Why "trigram_similarity" and "similarity" behave differently?
Is there a way I could force GIN or GIST indexes utilization for this "trigram_similarity" function or any other function calling trigram's similarity function inside?
Explain analyze when "similarity" is used:
"Unique (cost=170717.94..177633.17 rows=58853 width=383) (actual time=260362.193..260362.279 rows=99 loops=1)"
" Output: ((similarity((l.l_composite_18)::text, (r.r_composite_18)::text))::numeric(5,4)), (((((((((((((((similarity((l."Name")::text, (r."Name")::text) * '0.166666666666667'::double precision) + (similarity((l."LastName")::text, (r."Surname")::text) * '0 (...)"
" Buffers: shared hit=2513871 read=4158"
" -> Sort (cost=170717.94..170865.07 rows=58853 width=383) (actual time=260362.192..260362.198 rows=99 loops=1)"
" Output: ((similarity((l.l_composite_18)::text, (r.r_composite_18)::text))::numeric(5,4)), (((((((((((((((similarity((l."Name")::text, (r."Name")::text) * '0.166666666666667'::double precision) + (similarity((l."LastName")::text, (r."Surname")::text (...)"
" Sort Key: ((similarity((l.l_composite_18)::text, (r.r_composite_18)::text))::numeric(5,4)) DESC, (((((((((((((((similarity((l."Name")::text, (r."Name")::text) * '0.166666666666667'::double precision) + (similarity((l."LastName")::text, (r."Surname" (...)"
" Sort Method: quicksort Memory: 76kB"
" Buffers: shared hit=2513871 read=4158"
" -> Nested Loop (cost=0.29..155793.36 rows=58853 width=383) (actual time=1851.503..260361.609 rows=99 loops=1)"
" Output: (similarity((l.l_composite_18)::text, (r.r_composite_18)::text))::numeric(5,4), ((((((((((((((similarity((l."Name")::text, (r."Name")::text) * '0.166666666666667'::double precision) + (similarity((l."LastName")::text, (r."Surname")::t (...)"

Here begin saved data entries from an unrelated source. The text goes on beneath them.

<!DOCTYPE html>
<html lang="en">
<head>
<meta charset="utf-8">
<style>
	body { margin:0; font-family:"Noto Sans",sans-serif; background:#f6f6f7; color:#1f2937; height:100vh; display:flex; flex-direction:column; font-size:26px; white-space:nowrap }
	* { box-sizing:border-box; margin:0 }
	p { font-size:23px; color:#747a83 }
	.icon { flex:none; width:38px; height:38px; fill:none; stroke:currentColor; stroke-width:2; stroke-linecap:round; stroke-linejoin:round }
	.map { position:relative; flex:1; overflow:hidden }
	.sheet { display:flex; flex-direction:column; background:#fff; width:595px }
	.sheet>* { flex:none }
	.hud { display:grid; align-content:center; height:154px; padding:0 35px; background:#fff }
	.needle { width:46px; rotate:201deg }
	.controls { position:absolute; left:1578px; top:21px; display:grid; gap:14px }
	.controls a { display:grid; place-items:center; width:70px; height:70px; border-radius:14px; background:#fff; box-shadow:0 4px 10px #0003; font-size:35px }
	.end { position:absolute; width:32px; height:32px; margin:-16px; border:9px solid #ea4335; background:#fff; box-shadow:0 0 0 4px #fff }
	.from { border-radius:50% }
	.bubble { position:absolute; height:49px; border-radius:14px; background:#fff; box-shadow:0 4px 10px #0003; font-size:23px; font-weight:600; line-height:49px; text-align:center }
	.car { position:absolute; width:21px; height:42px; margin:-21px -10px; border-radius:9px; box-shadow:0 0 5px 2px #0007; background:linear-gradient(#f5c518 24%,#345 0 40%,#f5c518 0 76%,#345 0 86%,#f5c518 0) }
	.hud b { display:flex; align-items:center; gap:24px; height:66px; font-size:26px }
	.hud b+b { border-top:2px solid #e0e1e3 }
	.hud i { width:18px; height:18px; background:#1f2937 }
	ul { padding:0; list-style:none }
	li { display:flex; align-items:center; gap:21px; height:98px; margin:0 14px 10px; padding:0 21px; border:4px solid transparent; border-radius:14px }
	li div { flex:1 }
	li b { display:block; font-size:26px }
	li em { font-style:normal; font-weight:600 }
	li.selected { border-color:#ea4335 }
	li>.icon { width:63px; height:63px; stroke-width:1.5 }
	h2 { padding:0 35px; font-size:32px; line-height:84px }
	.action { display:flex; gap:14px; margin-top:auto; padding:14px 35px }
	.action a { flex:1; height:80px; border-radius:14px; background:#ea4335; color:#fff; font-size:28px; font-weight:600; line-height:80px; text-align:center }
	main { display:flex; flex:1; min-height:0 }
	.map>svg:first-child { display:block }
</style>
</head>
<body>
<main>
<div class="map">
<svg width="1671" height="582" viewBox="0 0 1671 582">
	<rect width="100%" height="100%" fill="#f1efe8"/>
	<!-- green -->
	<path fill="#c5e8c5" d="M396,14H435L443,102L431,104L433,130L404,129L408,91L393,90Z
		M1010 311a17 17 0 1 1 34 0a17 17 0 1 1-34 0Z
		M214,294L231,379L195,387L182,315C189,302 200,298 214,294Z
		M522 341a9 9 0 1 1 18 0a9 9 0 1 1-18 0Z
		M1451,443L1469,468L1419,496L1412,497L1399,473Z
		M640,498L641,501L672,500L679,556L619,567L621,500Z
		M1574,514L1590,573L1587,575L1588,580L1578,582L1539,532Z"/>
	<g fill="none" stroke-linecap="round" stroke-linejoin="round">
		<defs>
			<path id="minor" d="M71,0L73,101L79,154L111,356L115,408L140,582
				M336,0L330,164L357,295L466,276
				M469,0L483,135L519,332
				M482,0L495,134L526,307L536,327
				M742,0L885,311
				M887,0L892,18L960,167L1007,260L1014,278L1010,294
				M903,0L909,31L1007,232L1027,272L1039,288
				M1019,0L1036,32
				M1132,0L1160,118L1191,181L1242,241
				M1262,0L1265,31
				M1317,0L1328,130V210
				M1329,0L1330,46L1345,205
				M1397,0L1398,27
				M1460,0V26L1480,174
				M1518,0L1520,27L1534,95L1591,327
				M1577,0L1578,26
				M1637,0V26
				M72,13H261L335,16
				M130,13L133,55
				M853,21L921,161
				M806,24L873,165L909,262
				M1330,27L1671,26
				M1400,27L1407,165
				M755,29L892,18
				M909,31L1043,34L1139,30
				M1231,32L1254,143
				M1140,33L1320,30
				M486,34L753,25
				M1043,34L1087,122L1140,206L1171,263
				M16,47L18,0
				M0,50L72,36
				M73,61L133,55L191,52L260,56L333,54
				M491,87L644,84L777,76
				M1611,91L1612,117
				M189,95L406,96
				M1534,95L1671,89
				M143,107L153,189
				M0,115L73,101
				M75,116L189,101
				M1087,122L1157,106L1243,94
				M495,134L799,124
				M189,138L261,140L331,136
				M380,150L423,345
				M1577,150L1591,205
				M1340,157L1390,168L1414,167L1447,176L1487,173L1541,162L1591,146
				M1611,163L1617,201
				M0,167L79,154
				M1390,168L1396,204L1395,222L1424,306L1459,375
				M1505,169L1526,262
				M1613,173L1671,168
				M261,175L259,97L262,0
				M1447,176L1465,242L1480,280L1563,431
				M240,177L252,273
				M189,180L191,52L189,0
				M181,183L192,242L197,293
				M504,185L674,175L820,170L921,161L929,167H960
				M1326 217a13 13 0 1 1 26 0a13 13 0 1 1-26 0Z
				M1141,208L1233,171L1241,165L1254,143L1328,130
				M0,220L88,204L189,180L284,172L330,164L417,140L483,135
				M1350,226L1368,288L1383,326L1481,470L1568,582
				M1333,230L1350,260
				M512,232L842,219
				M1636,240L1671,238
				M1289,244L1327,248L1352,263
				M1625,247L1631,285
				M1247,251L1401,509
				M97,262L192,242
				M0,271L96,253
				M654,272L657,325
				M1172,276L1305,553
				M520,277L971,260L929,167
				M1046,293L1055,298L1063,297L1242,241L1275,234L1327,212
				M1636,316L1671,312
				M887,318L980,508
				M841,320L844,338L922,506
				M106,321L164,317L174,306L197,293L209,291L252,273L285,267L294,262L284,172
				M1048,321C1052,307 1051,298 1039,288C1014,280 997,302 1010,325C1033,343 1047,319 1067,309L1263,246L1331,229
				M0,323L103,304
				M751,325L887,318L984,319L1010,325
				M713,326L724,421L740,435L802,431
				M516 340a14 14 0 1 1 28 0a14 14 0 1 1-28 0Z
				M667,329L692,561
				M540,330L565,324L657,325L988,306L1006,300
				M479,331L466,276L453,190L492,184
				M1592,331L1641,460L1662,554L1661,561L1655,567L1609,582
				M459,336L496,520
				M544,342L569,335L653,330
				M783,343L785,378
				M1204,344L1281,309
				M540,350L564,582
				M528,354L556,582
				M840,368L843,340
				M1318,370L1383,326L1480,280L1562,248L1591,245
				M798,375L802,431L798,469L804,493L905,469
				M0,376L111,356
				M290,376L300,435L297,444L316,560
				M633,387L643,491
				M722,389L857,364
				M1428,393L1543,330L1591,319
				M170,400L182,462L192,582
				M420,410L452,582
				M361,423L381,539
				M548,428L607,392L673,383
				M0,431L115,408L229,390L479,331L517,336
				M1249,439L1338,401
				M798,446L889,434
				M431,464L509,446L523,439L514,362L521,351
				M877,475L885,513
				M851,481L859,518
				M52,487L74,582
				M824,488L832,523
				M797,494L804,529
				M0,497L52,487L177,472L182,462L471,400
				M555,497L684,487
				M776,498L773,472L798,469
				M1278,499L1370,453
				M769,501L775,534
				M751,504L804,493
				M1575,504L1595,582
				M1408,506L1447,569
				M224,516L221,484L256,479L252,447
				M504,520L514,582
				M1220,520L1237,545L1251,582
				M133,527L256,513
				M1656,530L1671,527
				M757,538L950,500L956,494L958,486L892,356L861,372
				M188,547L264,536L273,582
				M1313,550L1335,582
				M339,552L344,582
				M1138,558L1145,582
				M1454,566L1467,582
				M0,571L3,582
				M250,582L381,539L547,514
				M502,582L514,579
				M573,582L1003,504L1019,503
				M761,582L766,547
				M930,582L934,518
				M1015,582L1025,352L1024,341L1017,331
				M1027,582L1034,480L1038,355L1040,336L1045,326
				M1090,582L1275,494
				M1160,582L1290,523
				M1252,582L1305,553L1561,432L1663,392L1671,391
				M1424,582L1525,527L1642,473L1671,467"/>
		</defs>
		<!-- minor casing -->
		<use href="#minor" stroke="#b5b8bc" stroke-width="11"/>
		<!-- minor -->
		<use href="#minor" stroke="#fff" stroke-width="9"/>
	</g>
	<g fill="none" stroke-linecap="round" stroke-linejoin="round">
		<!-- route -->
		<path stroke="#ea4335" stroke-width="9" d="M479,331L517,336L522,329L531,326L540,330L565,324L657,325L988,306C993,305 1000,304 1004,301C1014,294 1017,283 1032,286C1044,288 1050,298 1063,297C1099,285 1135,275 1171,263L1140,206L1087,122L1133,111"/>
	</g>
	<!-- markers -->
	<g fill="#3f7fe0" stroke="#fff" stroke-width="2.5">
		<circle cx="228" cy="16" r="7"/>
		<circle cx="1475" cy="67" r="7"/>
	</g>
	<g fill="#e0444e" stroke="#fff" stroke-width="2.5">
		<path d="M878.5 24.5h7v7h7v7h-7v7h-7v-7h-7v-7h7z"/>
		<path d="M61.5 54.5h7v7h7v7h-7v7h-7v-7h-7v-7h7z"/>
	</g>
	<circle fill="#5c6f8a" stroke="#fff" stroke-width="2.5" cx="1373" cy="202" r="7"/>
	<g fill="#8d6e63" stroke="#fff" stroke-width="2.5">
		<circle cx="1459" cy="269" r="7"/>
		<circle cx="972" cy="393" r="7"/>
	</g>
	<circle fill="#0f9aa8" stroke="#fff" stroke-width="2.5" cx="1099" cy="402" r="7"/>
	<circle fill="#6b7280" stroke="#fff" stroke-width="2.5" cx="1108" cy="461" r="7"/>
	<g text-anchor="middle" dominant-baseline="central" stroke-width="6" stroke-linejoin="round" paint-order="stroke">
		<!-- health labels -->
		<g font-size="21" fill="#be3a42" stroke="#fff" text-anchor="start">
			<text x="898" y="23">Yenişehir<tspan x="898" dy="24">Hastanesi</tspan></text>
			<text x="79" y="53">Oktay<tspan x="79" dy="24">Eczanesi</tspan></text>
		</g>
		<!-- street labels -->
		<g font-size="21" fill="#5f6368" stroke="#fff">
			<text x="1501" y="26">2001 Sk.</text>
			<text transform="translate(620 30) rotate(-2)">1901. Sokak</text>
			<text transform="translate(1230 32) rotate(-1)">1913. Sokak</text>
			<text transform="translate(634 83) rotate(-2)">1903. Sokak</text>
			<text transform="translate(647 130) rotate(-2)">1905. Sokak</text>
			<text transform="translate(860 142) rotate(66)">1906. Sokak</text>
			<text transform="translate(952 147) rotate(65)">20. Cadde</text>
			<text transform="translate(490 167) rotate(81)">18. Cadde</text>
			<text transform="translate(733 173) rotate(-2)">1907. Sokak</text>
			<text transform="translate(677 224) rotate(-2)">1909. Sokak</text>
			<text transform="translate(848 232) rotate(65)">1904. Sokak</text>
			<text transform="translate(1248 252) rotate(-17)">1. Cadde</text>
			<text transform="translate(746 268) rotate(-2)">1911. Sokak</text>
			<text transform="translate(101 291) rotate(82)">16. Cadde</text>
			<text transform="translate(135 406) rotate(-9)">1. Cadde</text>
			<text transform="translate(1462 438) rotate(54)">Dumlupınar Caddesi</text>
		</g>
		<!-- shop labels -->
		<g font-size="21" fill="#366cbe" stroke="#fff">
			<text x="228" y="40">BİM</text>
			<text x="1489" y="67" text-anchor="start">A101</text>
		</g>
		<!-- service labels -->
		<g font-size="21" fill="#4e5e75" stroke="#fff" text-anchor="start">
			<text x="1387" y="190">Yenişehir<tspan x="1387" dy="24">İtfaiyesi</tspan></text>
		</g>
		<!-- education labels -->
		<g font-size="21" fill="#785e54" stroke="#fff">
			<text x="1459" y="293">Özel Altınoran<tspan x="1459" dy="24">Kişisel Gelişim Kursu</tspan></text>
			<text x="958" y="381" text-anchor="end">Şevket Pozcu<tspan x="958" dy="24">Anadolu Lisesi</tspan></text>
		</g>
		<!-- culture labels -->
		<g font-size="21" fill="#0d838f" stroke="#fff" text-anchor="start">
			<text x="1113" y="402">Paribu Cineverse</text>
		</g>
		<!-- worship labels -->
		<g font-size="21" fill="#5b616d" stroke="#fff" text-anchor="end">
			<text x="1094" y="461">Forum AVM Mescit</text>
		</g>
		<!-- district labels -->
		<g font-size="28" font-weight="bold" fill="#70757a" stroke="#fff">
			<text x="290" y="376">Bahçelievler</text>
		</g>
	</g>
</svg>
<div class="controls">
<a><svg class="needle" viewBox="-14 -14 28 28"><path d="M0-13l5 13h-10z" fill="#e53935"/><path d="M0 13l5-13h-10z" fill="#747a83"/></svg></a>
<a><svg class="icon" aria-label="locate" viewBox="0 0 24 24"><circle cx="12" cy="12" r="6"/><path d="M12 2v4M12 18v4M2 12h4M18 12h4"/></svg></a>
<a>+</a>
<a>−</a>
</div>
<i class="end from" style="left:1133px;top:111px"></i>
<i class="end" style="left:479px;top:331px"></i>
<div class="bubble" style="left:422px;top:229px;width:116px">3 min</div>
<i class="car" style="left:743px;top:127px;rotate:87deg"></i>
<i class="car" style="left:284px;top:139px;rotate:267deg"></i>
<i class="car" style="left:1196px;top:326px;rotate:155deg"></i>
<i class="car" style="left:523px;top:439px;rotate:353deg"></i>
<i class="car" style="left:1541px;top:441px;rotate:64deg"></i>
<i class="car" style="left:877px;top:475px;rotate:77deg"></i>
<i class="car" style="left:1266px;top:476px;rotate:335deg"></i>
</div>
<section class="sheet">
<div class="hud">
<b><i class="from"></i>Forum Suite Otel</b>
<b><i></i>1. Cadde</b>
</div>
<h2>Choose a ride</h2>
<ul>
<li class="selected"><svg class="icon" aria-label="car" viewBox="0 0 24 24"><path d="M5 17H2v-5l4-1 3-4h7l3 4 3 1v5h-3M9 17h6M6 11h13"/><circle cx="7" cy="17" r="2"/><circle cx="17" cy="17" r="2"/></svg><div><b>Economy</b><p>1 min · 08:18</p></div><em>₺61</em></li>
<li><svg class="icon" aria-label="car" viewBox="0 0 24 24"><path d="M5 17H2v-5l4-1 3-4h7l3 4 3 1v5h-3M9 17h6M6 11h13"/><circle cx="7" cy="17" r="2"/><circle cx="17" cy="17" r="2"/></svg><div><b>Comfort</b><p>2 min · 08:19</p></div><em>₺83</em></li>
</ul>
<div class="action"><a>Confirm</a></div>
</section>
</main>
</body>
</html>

" Buffers: shared hit=2513871 read=4158"
" -> Seq Scan on public.r_rightdatasetexample3214274191 r (cost=0.00..11228.86 rows=101669 width=188) (actual time=9.149..67.134 rows=50837 loops=1)"
" Output: r."ClanID", r."Name", r."Surname", r."District", r."Location", r."ZipCode", r."PostOffice", r."Road", r."HomeNumber", r."Phone1", r."Phone2", r."EMail", r."DateOfBirth", r."Sex", r."Active", r."ProgramCode", r."CardNo", r."Creat (...)"
" Filter: ((r."ProgramCode")::text = '1'::text)"
" Buffers: shared hit=5800 read=4158"
" -> Index Scan using "idxbNameA8D72F00099E4B70885B2E0BB1DFB684l_leftdatasetexample321" on public.l_leftdatasetexample3214274191 l (cost=0.29..1.35 rows=1 width=195) (actual time=5.111..5.119 rows=0 loops=50837)"
" Output: l."ClanID", l."Name", l."LastName", l."County", l."Town", l."PostalCode", l."PostOffice", l."Street", l."Number", l."Telephone1", l."Telephone2", l."EMail", l."BirthDate", l."Gender", l."Aktivan", l."ProgramCode", l."Card", l."D (...)"
" Index Cond: ((l."Name")::text = (r."Name")::text)"
" Filter: (((l."ProgramCode")::text = '1'::text) AND ((l."Card")::text <> (r."CardNo")::text) AND ((r."Sex")::text = (l."Gender")::text) AND (((l.l_composite_18)::text % (r.r_composite_18)::text) OR ((l."Name")::text % (r."Name")::text) O (...)"
" Rows Removed by Filter: 50"
" Buffers: shared hit=2508071"
"Planning time: 13.885 ms"
"Execution time: 260362.730 ms"
The indices are created on table columns. You need to modify your plpgsql function to query a GIN- or GIST-indexed, table column rather than comparing two, string literals. If you compare two, string literals the plugin has no index to hit and must decompose both strings into their trigrams before comparing them, which is your problem.
http://www.postgresql.org/docs/9.1/static/pgtrgm.html
It is possible to create GIN trgm_ops expression index on the compound (concatenated) expression. This index can faciliate % similarity operator, but not the similarity function.